Method for transferring control from an automatic controller (105) to an operator (1 10), comprising the following steps:

- detecting a first period of time (325) during which the automatic controller (105) is likely to be maintained;

- determining a second time period (330) that the operator (1 10) needs to take control; and

- issuing an indication to the operator (110) if the first time period (325) is less than a predetermined amount (335) greater than the second time period (330);

characterized in that

- The second time period (330) is determined depending on a situation of the operator (1 10).

The method of claim 1, wherein the second time period (330) is determined in response to a current activity of the operator (110).

The method of claim 1 or 2, wherein the second time period (330) is determined in dependence on an activity that the operator (1 10) is to perform to take over the control.

The method of claims 2 and 3, wherein the second time period (330) is determined based on a transition time from the current to the planned activity.

The method of claim 3 or 4, wherein the activity of the operator (110) comprises a sensory, a motor or a cognitive aspect.

The method of claim 5, wherein the activity comprises a plurality of aspects and the second time period (330) is determined based on a model that determines which aspects can be changed sequentially and which can be changed in parallel. Method according to one of the preceding claims, wherein the predetermined amount by the operator (1 10) is variable.

A method according to any one of the preceding claims, wherein a takeover request is issued to the operator (110) when the first time period (325) is less than or equal to the second time period.

Computer program product with program code means for carrying out the method according to one of the preceding claims, when the computer program product runs on a processing device (130) or is stored on a computer-readable data carrier.

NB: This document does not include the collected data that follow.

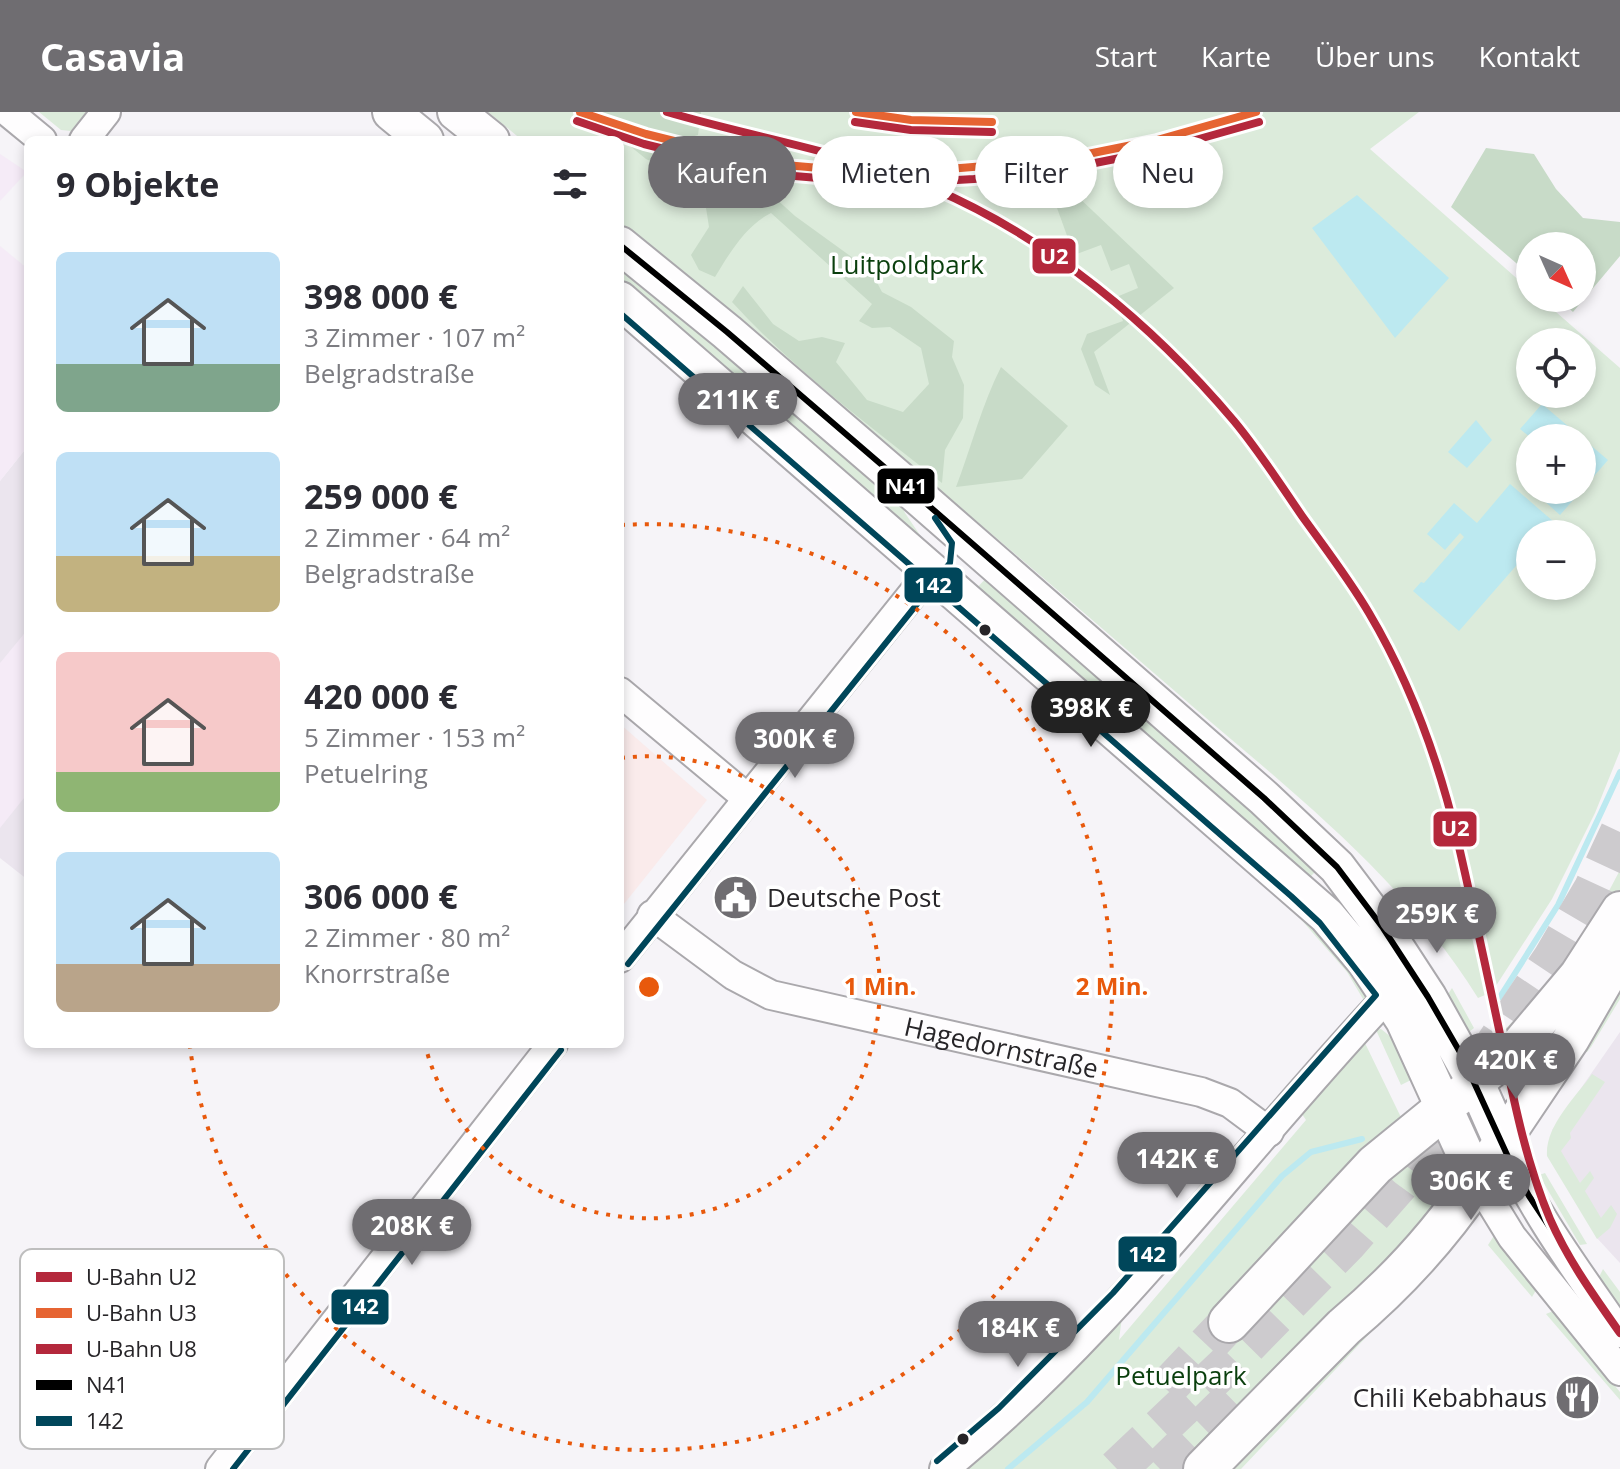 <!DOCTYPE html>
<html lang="de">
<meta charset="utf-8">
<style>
:root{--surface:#fff;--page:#f7f7f7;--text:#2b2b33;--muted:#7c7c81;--accent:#6f6d71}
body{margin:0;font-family:"Open Sans",sans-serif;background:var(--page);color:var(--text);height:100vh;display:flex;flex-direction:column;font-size:30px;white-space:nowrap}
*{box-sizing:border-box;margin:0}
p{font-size:26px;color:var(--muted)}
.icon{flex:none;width:44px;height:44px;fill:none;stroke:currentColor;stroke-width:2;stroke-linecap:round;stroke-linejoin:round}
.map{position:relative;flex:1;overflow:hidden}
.drawer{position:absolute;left:24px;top:24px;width:600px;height:912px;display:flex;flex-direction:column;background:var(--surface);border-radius:12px;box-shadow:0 4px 12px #0003}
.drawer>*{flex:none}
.top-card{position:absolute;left:648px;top:24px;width:760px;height:72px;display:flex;gap:16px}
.needle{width:52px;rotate:135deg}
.fabs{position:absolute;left:1516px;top:120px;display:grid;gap:16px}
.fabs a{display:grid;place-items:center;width:80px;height:80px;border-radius:50%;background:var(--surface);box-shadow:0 4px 12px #0003;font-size:40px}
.price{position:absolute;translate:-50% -68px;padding:0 18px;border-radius:28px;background:var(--accent);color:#fff;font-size:26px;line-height:52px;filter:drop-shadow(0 2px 4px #0008)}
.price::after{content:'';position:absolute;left:50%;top:48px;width:24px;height:18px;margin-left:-12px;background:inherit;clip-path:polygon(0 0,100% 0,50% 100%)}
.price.current{background:#222;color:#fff}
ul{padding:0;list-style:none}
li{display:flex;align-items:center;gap:24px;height:200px;padding:0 32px}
li span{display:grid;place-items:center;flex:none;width:224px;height:160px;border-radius:12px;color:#555}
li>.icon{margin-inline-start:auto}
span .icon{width:96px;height:96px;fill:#fffc;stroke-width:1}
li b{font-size:34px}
h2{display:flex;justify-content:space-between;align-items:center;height:96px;padding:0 32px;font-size:34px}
.chip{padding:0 28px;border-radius:36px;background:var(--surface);box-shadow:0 4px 12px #0003;font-size:28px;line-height:72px}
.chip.current{background:var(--accent);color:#fff}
header{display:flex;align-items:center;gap:48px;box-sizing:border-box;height:112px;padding:0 40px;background:var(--accent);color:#fff}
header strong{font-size:38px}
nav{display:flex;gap:44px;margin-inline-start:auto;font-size:28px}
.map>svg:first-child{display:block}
.built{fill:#ebe5ee}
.education{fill:#faebeb}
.medical{fill:#f5ebf7}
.green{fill:#dcebdb;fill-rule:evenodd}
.forest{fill:#c8dbc8}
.water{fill:#bce9f0}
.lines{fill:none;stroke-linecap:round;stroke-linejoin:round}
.stream{stroke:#bce9f0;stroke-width:6}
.highway-tunnel{stroke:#cdcbce;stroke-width:40;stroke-dasharray:40 20;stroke-linecap:butt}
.minor-casing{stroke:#aaa8ac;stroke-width:32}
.major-casing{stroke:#aaa8ac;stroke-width:40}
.highway-casing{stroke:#aaa8ac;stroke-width:44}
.minor{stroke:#fefdfe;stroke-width:28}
.major{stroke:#fefdfe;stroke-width:36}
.highway{stroke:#fefdfe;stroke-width:40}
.bus-1-casing{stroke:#fff;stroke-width:12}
.bus-2-casing{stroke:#fff;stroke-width:12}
.bus-1{stroke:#000;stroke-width:6}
.bus-2{stroke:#00465a;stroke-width:6}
.metro-1-casing{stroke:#fff;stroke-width:14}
.metro-2-casing{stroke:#fff;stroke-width:14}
.metro-3-casing{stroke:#fff;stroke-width:14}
.metro-1{stroke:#b4283c;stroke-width:8}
.metro-2{stroke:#e66432;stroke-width:8}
.metro-3{stroke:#b4283c;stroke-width:8}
.ring{fill:none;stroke:#e8590c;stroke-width:4;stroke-dasharray:4 8}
.bus-dot{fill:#272528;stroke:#fff;stroke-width:3}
.labels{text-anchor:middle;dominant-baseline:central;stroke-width:7;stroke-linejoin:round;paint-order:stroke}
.park-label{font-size:26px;fill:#0a3f0d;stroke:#fff}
.poi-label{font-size:26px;fill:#272528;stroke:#fff;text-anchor:start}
.street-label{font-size:26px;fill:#272528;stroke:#fff}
.key{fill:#fff;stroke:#bebebe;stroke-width:2}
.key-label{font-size:22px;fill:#272528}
.centre{fill:#e8590c;stroke:#fff;stroke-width:4}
.ring-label{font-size:24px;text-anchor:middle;font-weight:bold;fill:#e8590c;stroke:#fff;stroke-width:7;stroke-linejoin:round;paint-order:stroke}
.line-badge{stroke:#fff;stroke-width:3}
.badge-label{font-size:22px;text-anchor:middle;font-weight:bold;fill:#fff}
</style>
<header>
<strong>Casavia</strong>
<nav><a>Start</a><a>Karte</a><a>Über uns</a><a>Kontakt</a></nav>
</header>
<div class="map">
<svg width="1620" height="1357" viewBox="0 0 1620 1357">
<rect width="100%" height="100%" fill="#f6f4f8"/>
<path class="built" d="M28 334V768L0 746V369Z
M1620 920V1151L1596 1125 1552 1018Z"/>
<path class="education" d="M620 612 707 688 620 797Z"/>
<path class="medical" d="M0 42 24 58 25 62 0 89Z
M0 134 28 157V334L0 369Z
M28 517V681L0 716V551Z"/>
<path class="green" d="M39 0H86L71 19 61 18Z
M488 0H1419L1370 37 1530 178V186H1540L1620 256V639L1595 701 1552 787 1492 880 1478 886C1401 761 1278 669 1169 574 988 417 804 264 620 110V28H522ZM1530 230H1582V282H1530ZM1530 326H1582V378H1530ZM1530 422H1582V474H1530Z
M620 147 901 391 905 401 930 438 620 175Z
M990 462 1314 750 1315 760 1309 766 973 480Z
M1620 758V781L1506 936 1501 921C1550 875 1590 817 1620 758Z
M1263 764 1296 790 1369 882 1366 892 1347 860Z
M1620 875V887L1591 935 1587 940 1571 944Z
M1452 876 1474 916 1463 925 1443 890Z
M1381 917 1391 925 1411 968 1401 973 1376 918Z
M1363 927 1444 1094 1197 1357H954L1122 1205 1119 1228 1306 1008 1300 999Z
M1592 962 1605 970 1570 1021 1571 1026 1561 1039 1580 1071 1590 1059 1594 1066 1585 1079 1601 1106 1611 1093 1617 1102 1610 1116 1597 1127 1547 1044C1545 1014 1575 986 1592 962Z
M1446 1024 1463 1061 1455 1077 1430 1025Z
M1545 1061 1587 1132 1580 1133 1539 1063Z
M1497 1119 1500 1122 1498 1130 1532 1171 1539 1173 1532 1185 1488 1133Z
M1603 1157 1620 1180V1194L1607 1176 1601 1177 1596 1171Z
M1428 1160 1241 1357H1223Z
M1558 1197V1205L1620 1280V1288L1546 1202Z"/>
<path class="forest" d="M588 0H701L698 23 681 28 690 39 729 51 762 74 795 104 871 159 882 180 911 195 954 229 952 245 964 273 963 306 945 338 942 371C870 314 794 258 732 190L743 174 773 212 799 229 822 225 845 231 836 250 867 288 903 300 929 272 921 236 890 215 872 216 859 209 872 192 771 101C746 113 729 142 715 165L699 158 691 143 709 115 704 83 667 57 646 47Z
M1486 36 1534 42 1556 77 1583 106 1620 110V144L1573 200 1557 186H1582V134H1530V163L1451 95Z
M1074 81 1174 176 1094 240 1110 283 1095 273 1081 237 1087 222 1123 209 1114 186 1138 176 1129 152 1111 159 1101 133 1074 143 1057 96Z
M1001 255 1068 314 1022 367 956 375C971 336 982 292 1001 255Z"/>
<path class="water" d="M1357 83 1449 166 1395 226 1312 116Z
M1542 292 1582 326H1531L1520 317Z
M1476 308 1492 328 1467 356 1448 340Z
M1582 326 1608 348 1582 378Z
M1510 372 1554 410 1544 422H1530V438L1459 519 1413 479 1421 470 1424 471 1464 425 1460 421 1445 438 1427 422 1454 391 1477 411Z
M1532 378H1582L1560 403Z"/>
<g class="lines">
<path class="stream" d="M1500 885 1558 793 1620 660
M1008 1357 1087 1290 1282 1064 1311 1040 1362 1027"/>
<path class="highway-tunnel" d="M1166 1277 1229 1210
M1117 1357 1231 1249 1347 1131 1398 1073 1438 1018 1553 846 1594 776 1620 720
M1160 1357 1235 1284"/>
<defs>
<g id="minor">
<path d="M8 0 42 28"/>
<path d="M84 28 106 0"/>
<path d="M620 580 747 686"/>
<path id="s1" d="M652 803 733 863 771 883 1201 980 1230 991 1269 1020"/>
<path d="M620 846 931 459"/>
<path d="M1502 1030C1532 1099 1578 1160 1620 1221"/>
<path d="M1477 1068 1512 1125 1620 1259"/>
<path d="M220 1357 553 932"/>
<path d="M944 1357C1114 1219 1240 1041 1389 883"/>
</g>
<path id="major" d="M391 0 425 28
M456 0 491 28
M620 133 727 220 897 366 1264 686 1337 755 1383 816 1428 885 1476 971 1502 1030
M620 188 1327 804 1365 849 1404 908 1477 1068
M1457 986 1514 939 1578 863 1620 798
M1491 1046 1571 927 1620 842"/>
<path id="highway" d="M1229 1210 1375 1053 1445 996
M1204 1357 1344 1215C1394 1173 1441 1122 1477 1068"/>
</defs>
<use href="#minor" class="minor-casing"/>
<use href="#major" class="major-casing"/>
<use href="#highway" class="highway-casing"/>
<use href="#minor" class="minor"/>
<use href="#major" class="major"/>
<use href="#highway" class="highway"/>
<defs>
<path id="bus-1" d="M620 133 727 220 897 366 1264 686 1337 755 1383 816 1428 885 1461 942 1509 1047 1529 1084 1620 1221"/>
<path id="bus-2" d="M620 201 1291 784 1320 811 1376 883 1113 1181 999 1296 937 1349
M628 852 950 451 952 431 935 406
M233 1357 561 938"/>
</defs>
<use href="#bus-1" class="bus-1-casing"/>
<use href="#bus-2" class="bus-2-casing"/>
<use href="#bus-1" class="bus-1"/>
<use href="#bus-2" class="bus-2"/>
<defs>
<path id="metro-1" d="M667 0C755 26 848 40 932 76 1049 126 1152 212 1234 309 1259 339 1280 372 1302 404 1325 436 1349 467 1369 501 1410 570 1438 647 1457 726 1472 791 1486 856 1500 922 1513 984 1525 1048 1550 1107 1568 1148 1594 1184 1620 1221"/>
<path id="metro-2" d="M580 0 646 22 762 51 888 62 1058 48 1157 28 1256 0
M856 0 911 8 992 10"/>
<path id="metro-3" d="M577 9 644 32 760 61 889 72 974 67 1060 58 1160 38 1259 10
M855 10 911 18 992 20"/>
</defs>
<use href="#metro-1" class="metro-1-casing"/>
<use href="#metro-2" class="metro-2-casing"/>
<use href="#metro-3" class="metro-3-casing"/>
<use href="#metro-1" class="metro-1"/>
<use href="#metro-2" class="metro-2"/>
<use href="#metro-3" class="metro-3"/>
</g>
<g class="ring">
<path d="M621 646A231 231 0 1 1 425 933"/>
<path d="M621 413A463 463 0 1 1 190 935"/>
</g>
<defs>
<symbol id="civic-disc" viewBox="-11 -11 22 22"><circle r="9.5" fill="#6f6d71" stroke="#fff"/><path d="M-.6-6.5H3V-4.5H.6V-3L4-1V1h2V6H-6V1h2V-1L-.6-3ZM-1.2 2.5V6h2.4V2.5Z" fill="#fff"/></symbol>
<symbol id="restaurant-disc" viewBox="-11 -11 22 22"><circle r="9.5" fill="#6f6d71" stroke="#fff"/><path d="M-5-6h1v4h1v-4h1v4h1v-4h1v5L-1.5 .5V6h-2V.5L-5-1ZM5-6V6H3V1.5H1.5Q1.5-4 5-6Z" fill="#fff"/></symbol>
</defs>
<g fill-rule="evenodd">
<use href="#civic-disc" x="710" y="760" width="51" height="51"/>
<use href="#restaurant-disc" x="1552" y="1260" width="51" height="51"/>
</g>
<g class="bus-dot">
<circle cx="985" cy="518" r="7"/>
<circle cx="963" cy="1327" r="7"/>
</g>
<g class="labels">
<g class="park-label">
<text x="907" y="152">Luitpoldpark</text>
<text x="1181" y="1263">Petuelpark</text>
</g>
<g class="poi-label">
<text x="767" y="785">Deutsche Post</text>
<text x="1547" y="1285" text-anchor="end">Chili Kebabhaus</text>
</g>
<g class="street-label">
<text stroke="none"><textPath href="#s1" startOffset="380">Hagedornstraße</textPath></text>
</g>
</g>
<rect x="20" y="1137" width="264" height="200" rx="12" class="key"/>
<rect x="36" y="1160" width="36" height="10" fill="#b4283c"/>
<rect x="36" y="1196" width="36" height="10" fill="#e66432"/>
<rect x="36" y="1232" width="36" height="10" fill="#b4283c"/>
<rect x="36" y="1268" width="36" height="10" fill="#000"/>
<rect x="36" y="1304" width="36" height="10" fill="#00465a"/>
<g class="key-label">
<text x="86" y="1173">U-Bahn U2</text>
<text x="86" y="1209">U-Bahn U3</text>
<text x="86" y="1245">U-Bahn U8</text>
<text x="86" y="1281">N41</text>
<text x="86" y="1317">142</text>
</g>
<circle cx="649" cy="875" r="12" class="centre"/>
<g class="ring-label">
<text x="880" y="883">1 Min.</text>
<text x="1112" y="883">2 Min.</text>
</g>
<g class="line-badge">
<rect x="1031" y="125" width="46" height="38" rx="8" fill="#b4283c"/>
<rect x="876" y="355" width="60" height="38" rx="8" fill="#000"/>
<rect x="903" y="454" width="61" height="38" rx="8" fill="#00465a"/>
<rect x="1432" y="698" width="46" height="38" rx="8" fill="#b4283c"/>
<rect x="1117" y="1123" width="61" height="38" rx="8" fill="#00465a"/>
<rect x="330" y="1176" width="60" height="38" rx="8" fill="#00465a"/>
</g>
<g class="badge-label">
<text x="1054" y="152">U2</text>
<text x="906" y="382">N41</text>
<text x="933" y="481">142</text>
<text x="1455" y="724">U2</text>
<text x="1147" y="1150">142</text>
<text x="360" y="1202">142</text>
</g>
</svg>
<div class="fabs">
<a><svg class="needle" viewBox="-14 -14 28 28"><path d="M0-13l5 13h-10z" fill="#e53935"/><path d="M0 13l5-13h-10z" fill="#7c7c81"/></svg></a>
<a><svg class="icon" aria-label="locate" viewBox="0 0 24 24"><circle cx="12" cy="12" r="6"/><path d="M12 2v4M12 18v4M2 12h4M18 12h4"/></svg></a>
<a>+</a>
<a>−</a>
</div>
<b class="price" style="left:738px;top:329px">211K €</b>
<b class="price current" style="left:1091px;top:637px">398K €</b>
<b class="price" style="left:795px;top:668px">300K €</b>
<b class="price" style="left:1437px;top:843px">259K €</b>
<b class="price" style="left:1516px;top:989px">420K €</b>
<b class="price" style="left:1177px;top:1088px">142K €</b>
<b class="price" style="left:1471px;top:1110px">306K €</b>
<b class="price" style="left:412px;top:1155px">208K €</b>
<b class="price" style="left:1018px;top:1257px">184K €</b>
<div class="top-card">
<a class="chip current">Kaufen</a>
<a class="chip">Mieten</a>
<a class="chip">Filter</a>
<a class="chip">Neu</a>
</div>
<section class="drawer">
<h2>9 Objekte<svg class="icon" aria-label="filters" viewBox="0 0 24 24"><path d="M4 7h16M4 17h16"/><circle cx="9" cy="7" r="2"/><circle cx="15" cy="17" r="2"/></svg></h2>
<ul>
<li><span style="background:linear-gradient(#bfe0f5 70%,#7fa58c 0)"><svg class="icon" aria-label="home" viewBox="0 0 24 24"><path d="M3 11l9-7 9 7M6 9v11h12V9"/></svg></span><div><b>398 000 €</b><p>3 Zimmer · 107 m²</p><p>Belgradstraße</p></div></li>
<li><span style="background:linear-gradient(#bfe0f5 65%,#c2b280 0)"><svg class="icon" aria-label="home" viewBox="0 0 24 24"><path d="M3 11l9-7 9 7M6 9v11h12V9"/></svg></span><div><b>259 000 €</b><p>2 Zimmer · 64 m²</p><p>Belgradstraße</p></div></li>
<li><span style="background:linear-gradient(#f6c9c9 75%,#8fb573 0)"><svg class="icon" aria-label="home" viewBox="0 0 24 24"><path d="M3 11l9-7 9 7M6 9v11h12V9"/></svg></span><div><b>420 000 €</b><p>5 Zimmer · 153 m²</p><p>Petuelring</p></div></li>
<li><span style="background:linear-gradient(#bfe0f5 70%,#b9a48a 0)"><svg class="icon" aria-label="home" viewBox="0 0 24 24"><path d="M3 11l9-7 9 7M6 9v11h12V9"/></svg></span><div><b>306 000 €</b><p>2 Zimmer · 80 m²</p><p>Knorrstraße</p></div></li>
</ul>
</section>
</div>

Apparatus (130) for transferring control from an automatic controller to an operator (1 10), the apparatus (130) comprising:

- an interface (135) for detecting a first time period (325) in which the automatic controller (105) is likely to be maintained;

- A scanning device (125) for determining a situation of the operator (1 10);

- A processing device, which is adapted to determine a second time period (330), which requires the operator (1 10) to take over the control, and to determine whether the first time period (325) larger by less than a predetermined amount as the second time period (330); and

- An output device (140) for issuing an action request to the operator (1 10).